- Work request: Omitting every picture, output the records below exactly, please.

- Data records:
--- --- ---

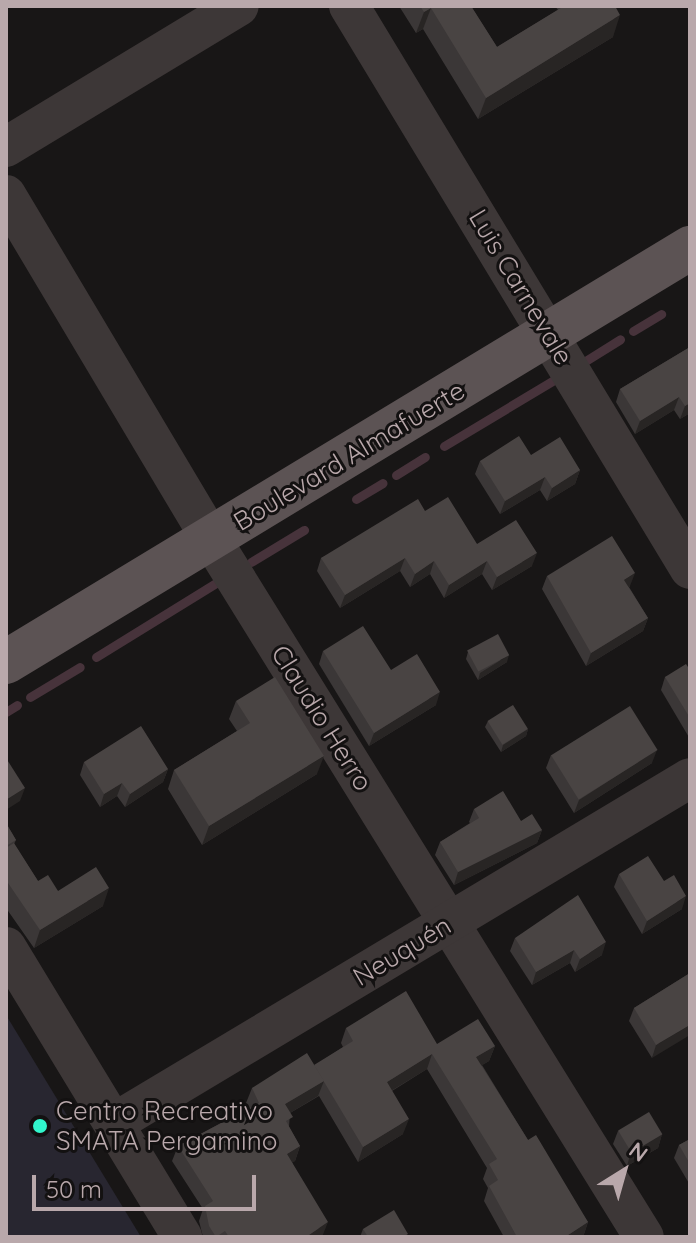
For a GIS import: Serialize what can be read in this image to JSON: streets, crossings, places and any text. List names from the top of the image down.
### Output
{
  "streets": {
    "main road": ["Boulevard Almafuerte"],
    "street": ["Luis Carnevale", "Claudio Herro", "Neuquén"]
  },
  "crossings": [
    ["Luis Carnevale", "Boulevard Almafuerte"],
    ["Boulevard Almafuerte", "Claudio Herro"],
    ["Claudio Herro", "Neuquén"]
  ],
  "places": ["Centro Recreativo SMATA Pergamino"],
  "scale_bar": "50 m",
  "north": "top right"
}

--- --- ---

- Task response:
For a GIS import: Serialize what can be read in this image to JSON: streets, crossings, places and any text. List names from the top of the image down.
### Output
{
  "streets": {
    "main road": ["Boulevard Almafuerte"],
    "street": ["Luis Carnevale", "Claudio Herro", "Neuquén"]
  },
  "crossings": [
    ["Luis Carnevale", "Boulevard Almafuerte"],
    ["Boulevard Almafuerte", "Claudio Herro"],
    ["Claudio Herro", "Neuquén"]
  ],
  "places": ["Centro Recreativo SMATA Pergamino"],
  "scale_bar": "50 m",
  "north": "top right"
}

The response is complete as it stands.